(Stored data)
_ _ _

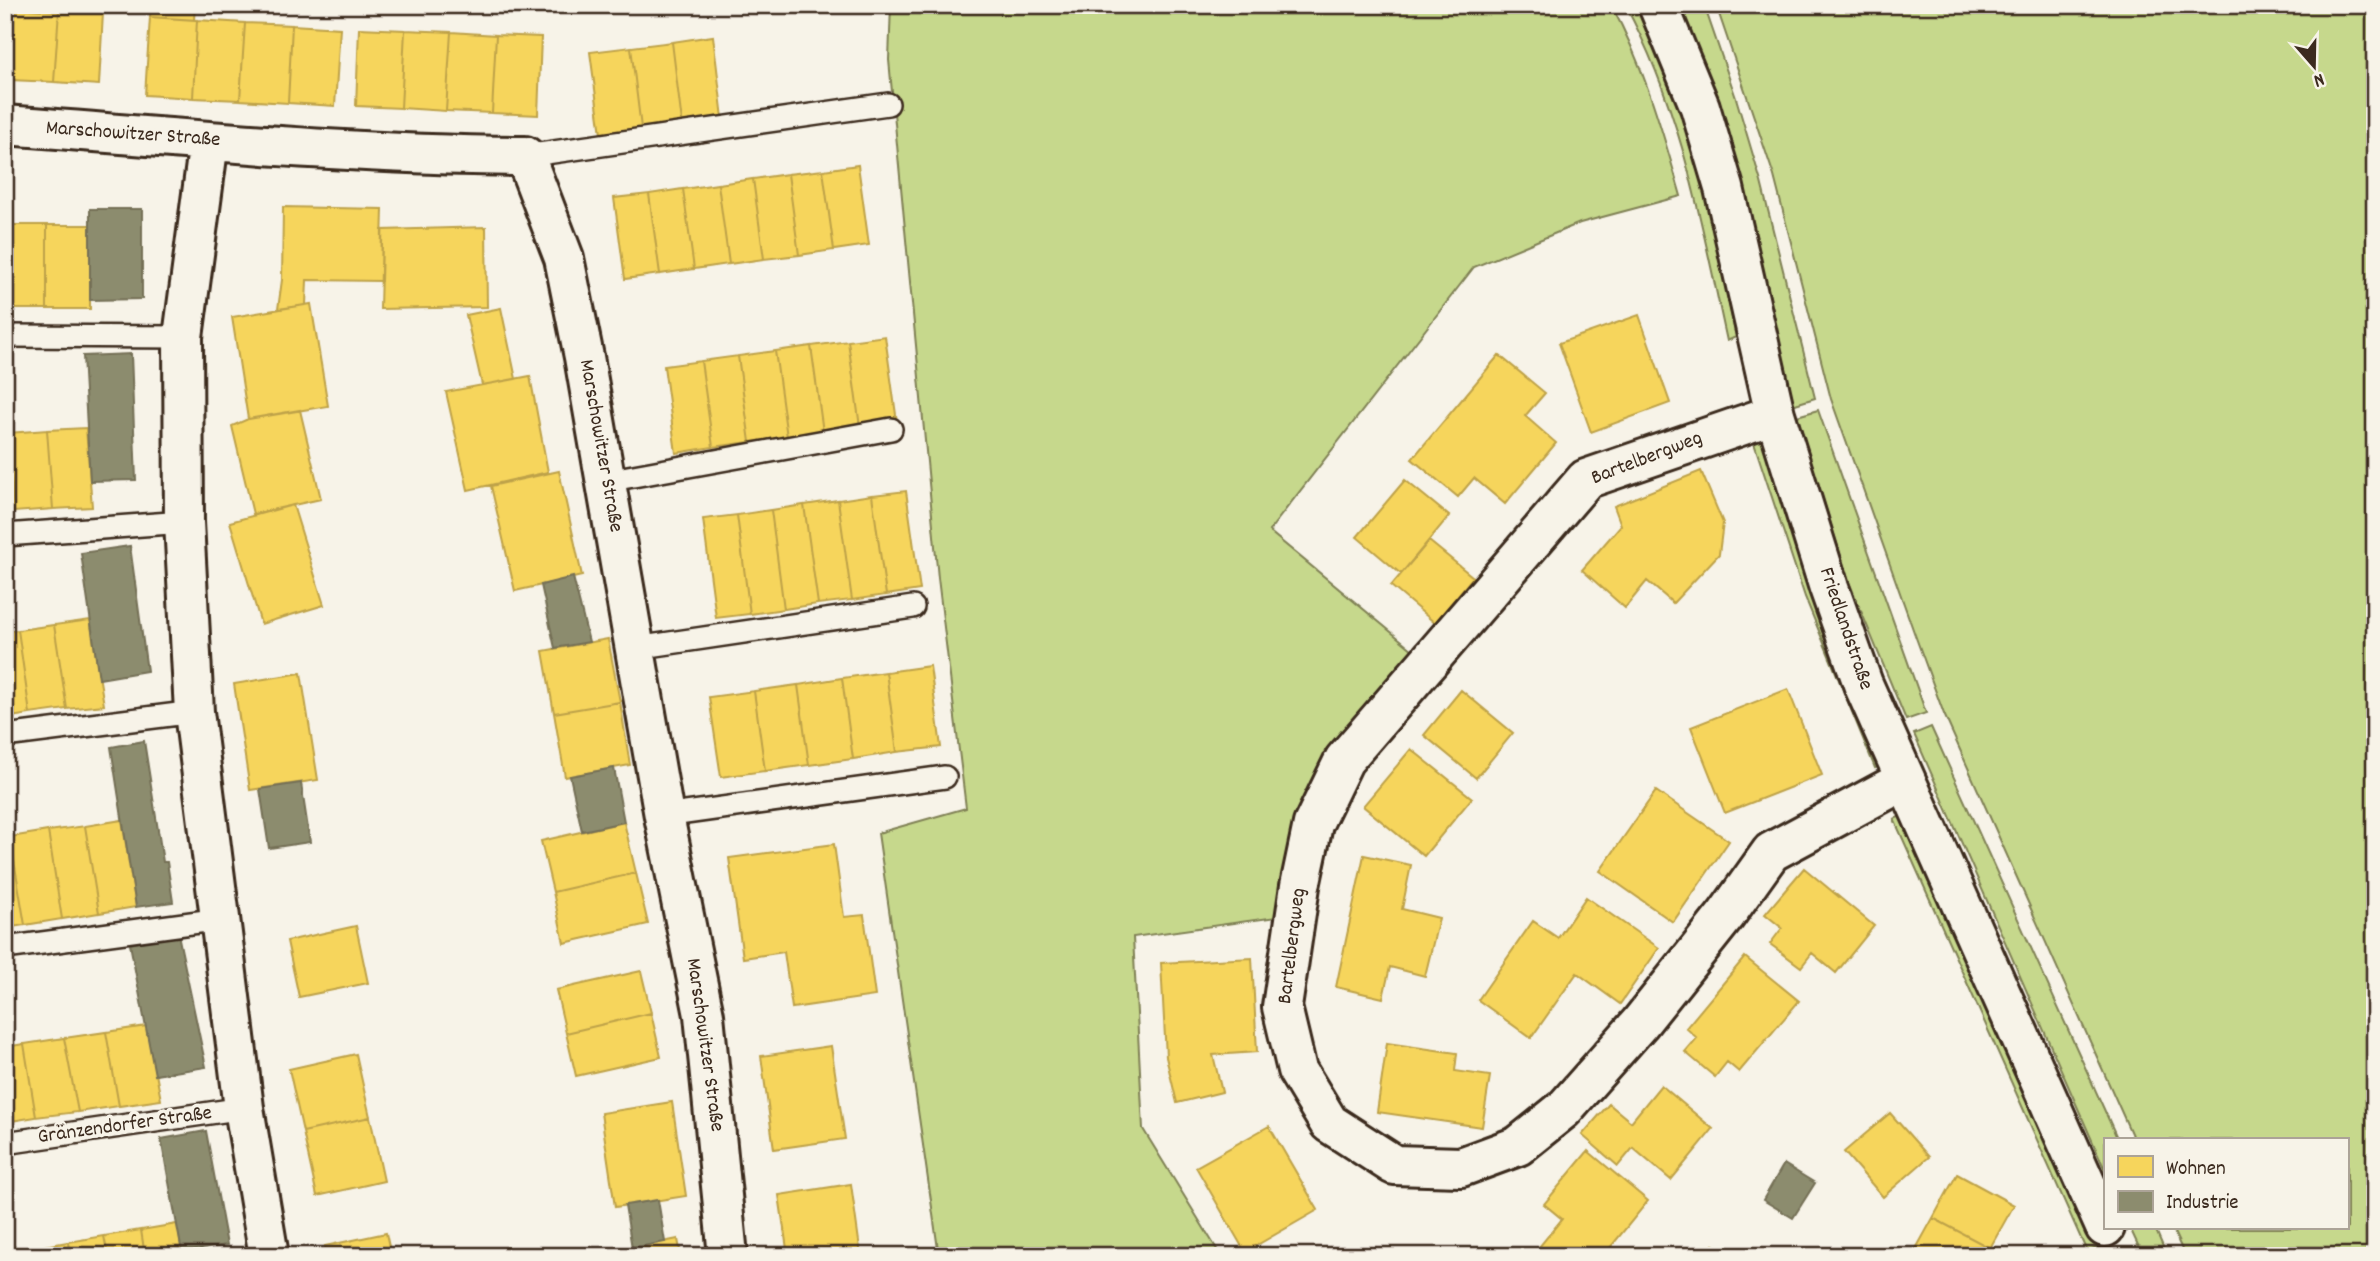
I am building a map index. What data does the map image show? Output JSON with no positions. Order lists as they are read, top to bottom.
{
  "streets": {
    "street": ["Marschowitzer Straße", "Bartelbergweg", "Friedlandstraße"],
    "lane": ["Gränzendorfer Straße"]
  },
  "crossings": [
    ["Bartelbergweg", "Friedlandstraße"]
  ],
  "legend": ["Wohnen", "Industrie"],
  "north": "bottom"
}
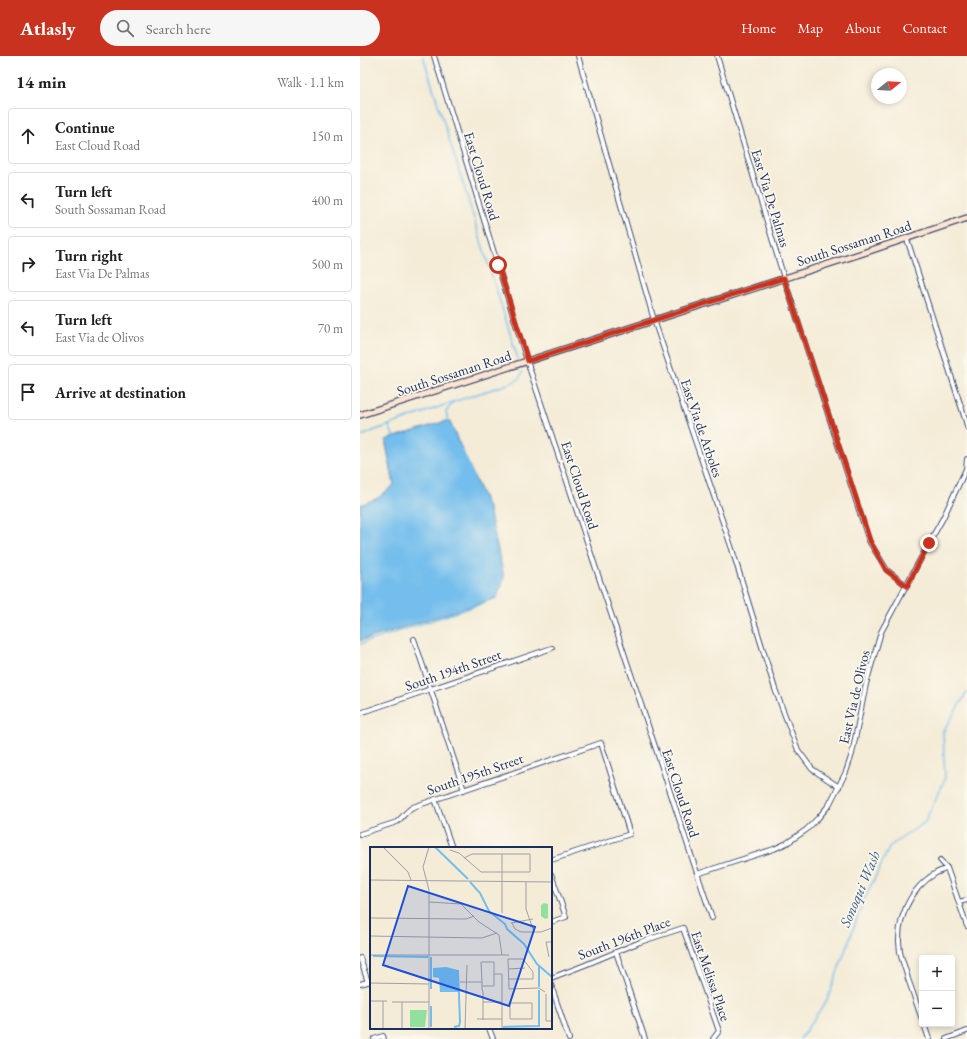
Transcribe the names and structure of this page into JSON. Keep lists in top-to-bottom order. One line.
{"streets":{"main road":["South Sossaman Road"],"street":["East Cloud Road","East Via De Palmas","East Via de Arboles","South 194th Street","East Via de Olivos","South 195th Street","South 196th Place","East Melissa Place"]},"crossings":[["East Cloud Road","South Sossaman Road"],["East Cloud Road","East Via de Olivos"],["East Via De Palmas","South Sossaman Road"],["East Via De Palmas","East Via de Olivos"],["South Sossaman Road","East Via de Arboles"],["East Via de Arboles","East Via de Olivos"],["South 196th Place","East Melissa Place"]],"water":["Sonoqui Wash"],"north":"right","page":{"header":"Atlasly","search":"Search here","nav":["Home","Map","About","Contact"],"heading":["14 min","Walk · 1.1 km"],"list":[["Continue","East Cloud Road","150 m"],["Turn left","South Sossaman Road","400 m"],["Turn right","East Via De Palmas","500 m"],["Turn left","East Via de Olivos","70 m"],"Arrive at destination"],"map_buttons":["+","−"]}}
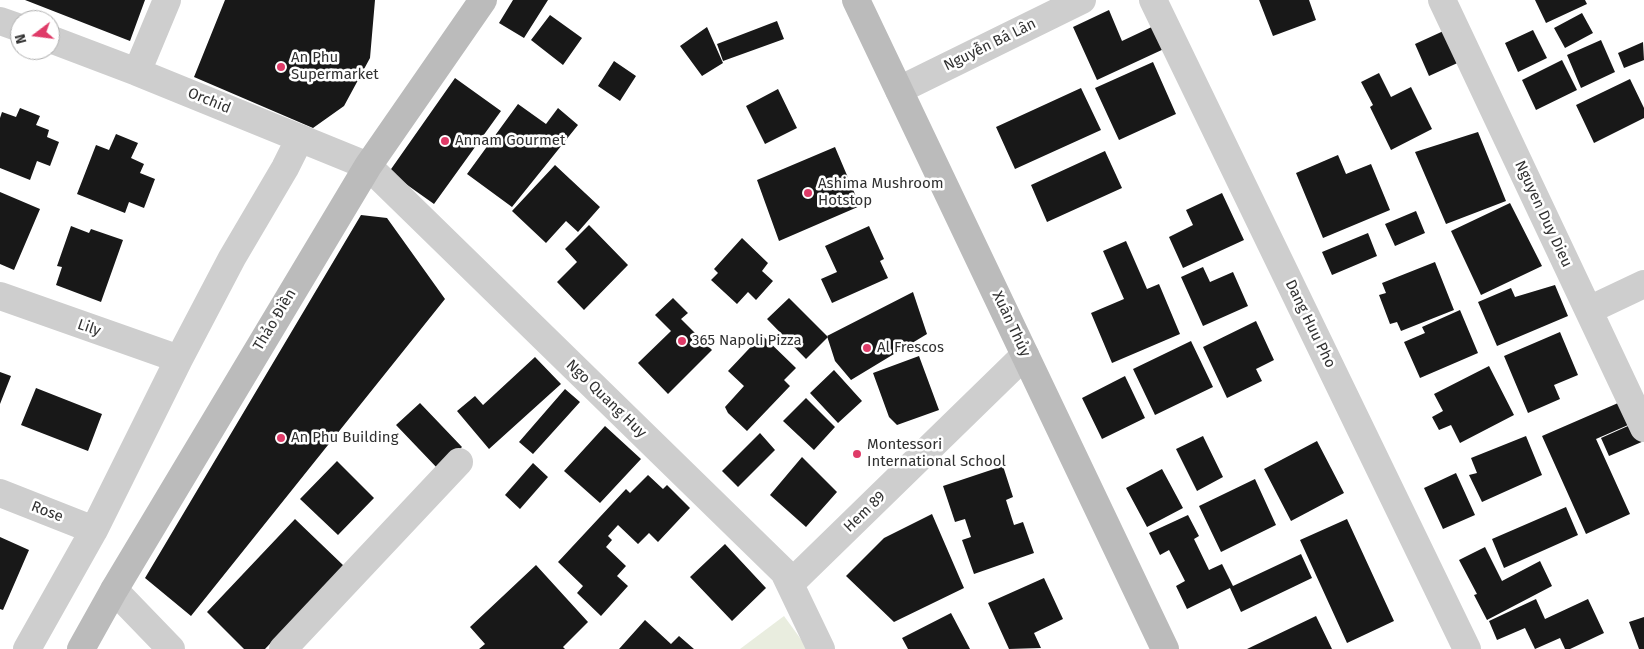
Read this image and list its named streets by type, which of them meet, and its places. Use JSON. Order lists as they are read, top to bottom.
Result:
{
  "streets": {
    "main road": ["Thảo Điền", "Xuân Thủy"],
    "street": [
      "Nguyễn Bá Lân",
      "Orchid",
      "Nguyen Duy Dieu",
      "Dang Huu Pho",
      "Lily",
      "Ngo Quang Huy",
      "Rose",
      "Hem 89"
    ]
  },
  "crossings": [
    ["Nguyễn Bá Lân", "Xuân Thủy"],
    ["Orchid", "Thảo Điền"],
    ["Orchid", "Ngo Quang Huy"],
    ["Thảo Điền", "Ngo Quang Huy"],
    ["Xuân Thủy", "Hem 89"],
    ["Ngo Quang Huy", "Hem 89"]
  ],
  "places": [
    "An Phu Supermarket",
    "Annam Gourmet",
    "Ashima Mushroom Hotstop",
    "365 Napoli Pizza",
    "Al Frescos",
    "An Phu Building",
    "Montessori International School"
  ],
  "north": "left"
}
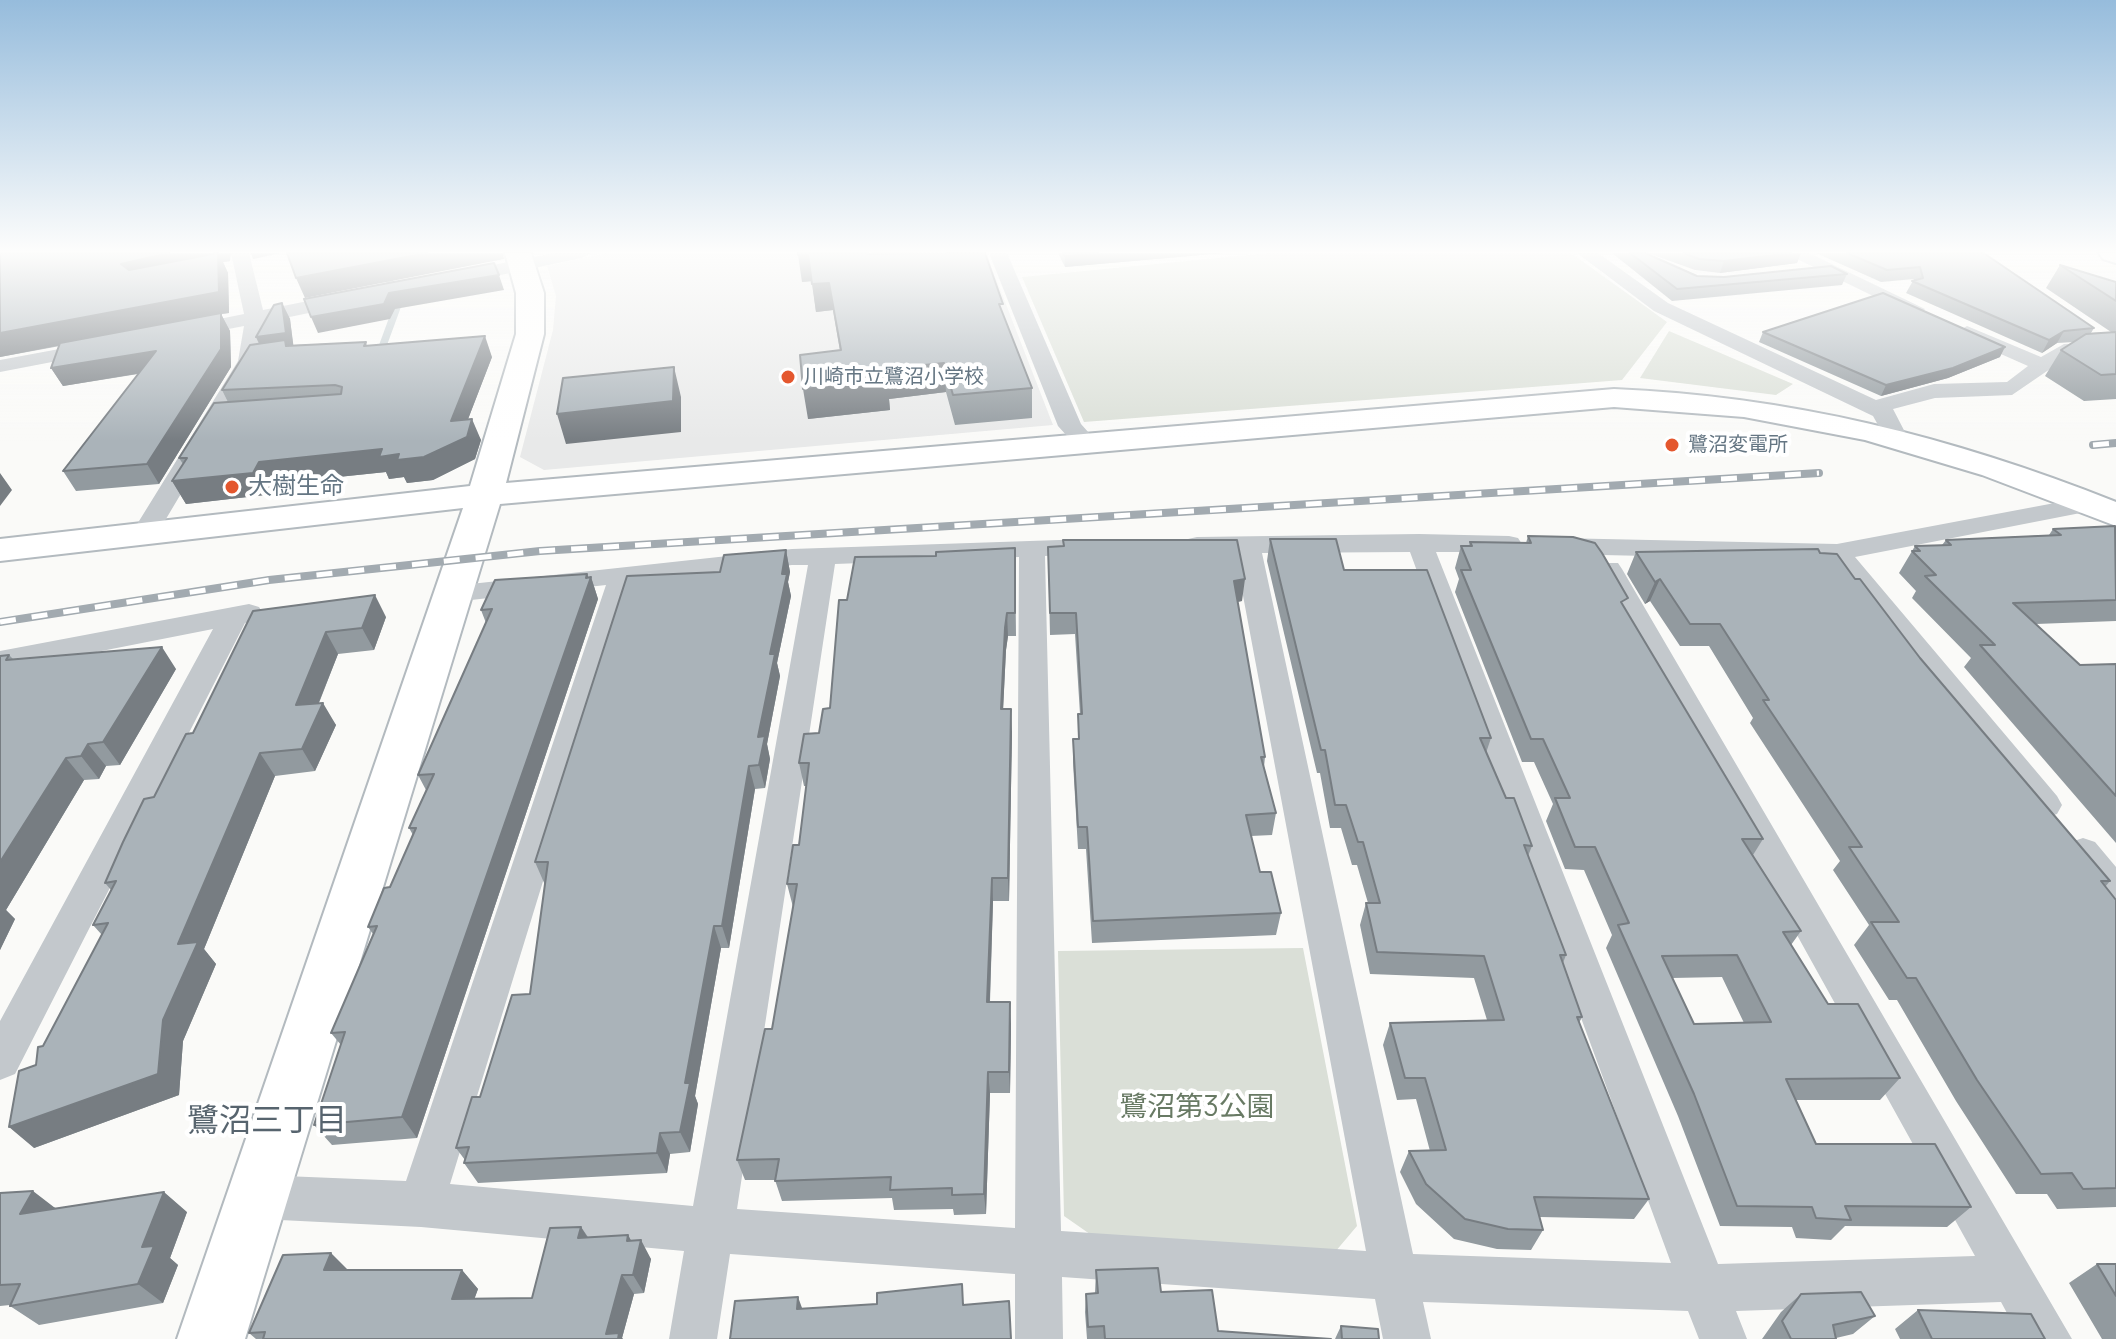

_ _ _

» **WHAT YOU SHOULD DO**
Every record above should be duplicated precisely, with the images removed.

» **REPLY TO THE EXERCISE**
I am building a map index. What data does the map image show? Output JSON with no positions. Order lists as they are read, top to bottom.
{
  "streets": {
    "street": ["Marschowitzer Straße", "Bartelbergweg", "Friedlandstraße"],
    "lane": ["Gränzendorfer Straße"]
  },
  "crossings": [
    ["Bartelbergweg", "Friedlandstraße"]
  ],
  "legend": ["Wohnen", "Industrie"],
  "north": "bottom"
}
Transcribe the names and structure of this page into JSON. Keep lists in top-to-bottom order. One line.
{"streets":{"main road":["South Sossaman Road"],"street":["East Cloud Road","East Via De Palmas","East Via de Arboles","South 194th Street","East Via de Olivos","South 195th Street","South 196th Place","East Melissa Place"]},"crossings":[["East Cloud Road","South Sossaman Road"],["East Cloud Road","East Via de Olivos"],["East Via De Palmas","South Sossaman Road"],["East Via De Palmas","East Via de Olivos"],["South Sossaman Road","East Via de Arboles"],["East Via de Arboles","East Via de Olivos"],["South 196th Place","East Melissa Place"]],"water":["Sonoqui Wash"],"north":"right","page":{"header":"Atlasly","search":"Search here","nav":["Home","Map","About","Contact"],"heading":["14 min","Walk · 1.1 km"],"list":[["Continue","East Cloud Road","150 m"],["Turn left","South Sossaman Road","400 m"],["Turn right","East Via De Palmas","500 m"],["Turn left","East Via de Olivos","70 m"],"Arrive at destination"],"map_buttons":["+","−"]}}
Read this image and list its named streets by type, which of them meet, and its places. Use JSON. Order lists as they are read, top to bottom.
Result:
{
  "streets": {
    "main road": ["Thảo Điền", "Xuân Thủy"],
    "street": [
      "Nguyễn Bá Lân",
      "Orchid",
      "Nguyen Duy Dieu",
      "Dang Huu Pho",
      "Lily",
      "Ngo Quang Huy",
      "Rose",
      "Hem 89"
    ]
  },
  "crossings": [
    ["Nguyễn Bá Lân", "Xuân Thủy"],
    ["Orchid", "Thảo Điền"],
    ["Orchid", "Ngo Quang Huy"],
    ["Thảo Điền", "Ngo Quang Huy"],
    ["Xuân Thủy", "Hem 89"],
    ["Ngo Quang Huy", "Hem 89"]
  ],
  "places": [
    "An Phu Supermarket",
    "Annam Gourmet",
    "Ashima Mushroom Hotstop",
    "365 Napoli Pizza",
    "Al Frescos",
    "An Phu Building",
    "Montessori International School"
  ],
  "north": "left"
}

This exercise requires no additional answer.